International Day Against Child Labour
International Day Against Child Labour aims to raise awareness on the global extent of child labour and on the actions and efforts needed to eliminate it. According to the experts, the root causes of child labour are poverty, lack of quality education, limited access to decent work opportunities for those of legal working age, social marginalisation, discrimination, the prevalence of the informal economy, weak social dialogue, among others.
Children around the world are routinely engaged in paid and unpaid forms of work that are not harmful to them. However, child labour is described as such when children are either too young to work, or are involved in hazardous activities that may compromise their physical, mental, social or educational development.

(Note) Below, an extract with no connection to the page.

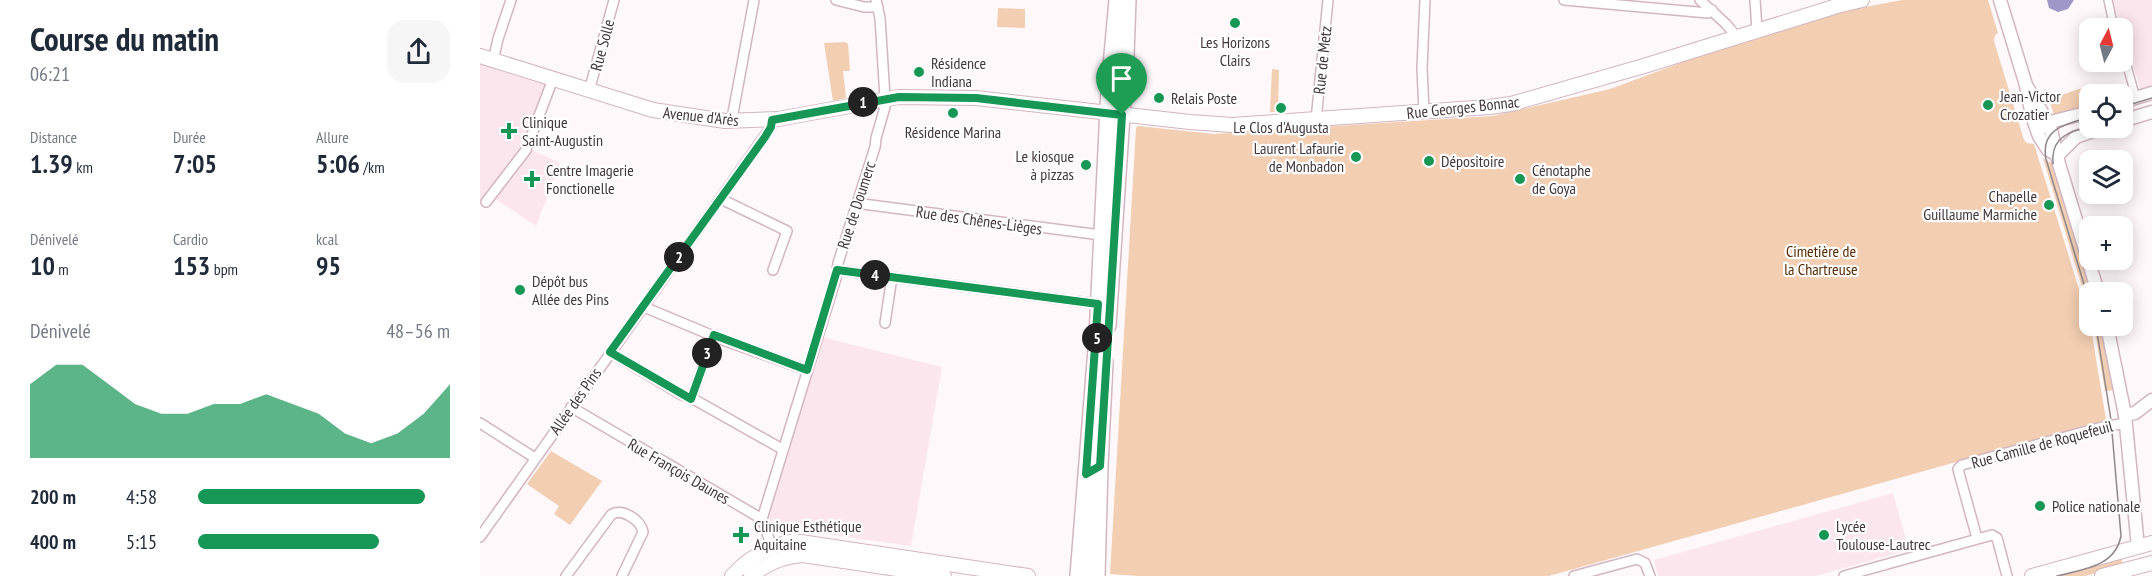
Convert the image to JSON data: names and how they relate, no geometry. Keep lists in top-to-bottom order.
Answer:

The latest Global Estimates state that 152 million children – 64 million girls and 88 million boys – are involved in child labour globally . In all regions, boys and girls are equally likely to be involved in child labour, however, gender inequalities are noticed in the types of activities carried out, with girls far more likely to be involved in unpaid household services.
COVID-19 impact on child labour
According to UNICEF , for the first time in two decades the number of children victims of child labour has risen and the current COVID-19 pandemic can potentially intensify the problem. The global interruption of education caused by confinement measures and the lack of distance-learning solutions/alternatives in many countries could drive the child labour numbers up.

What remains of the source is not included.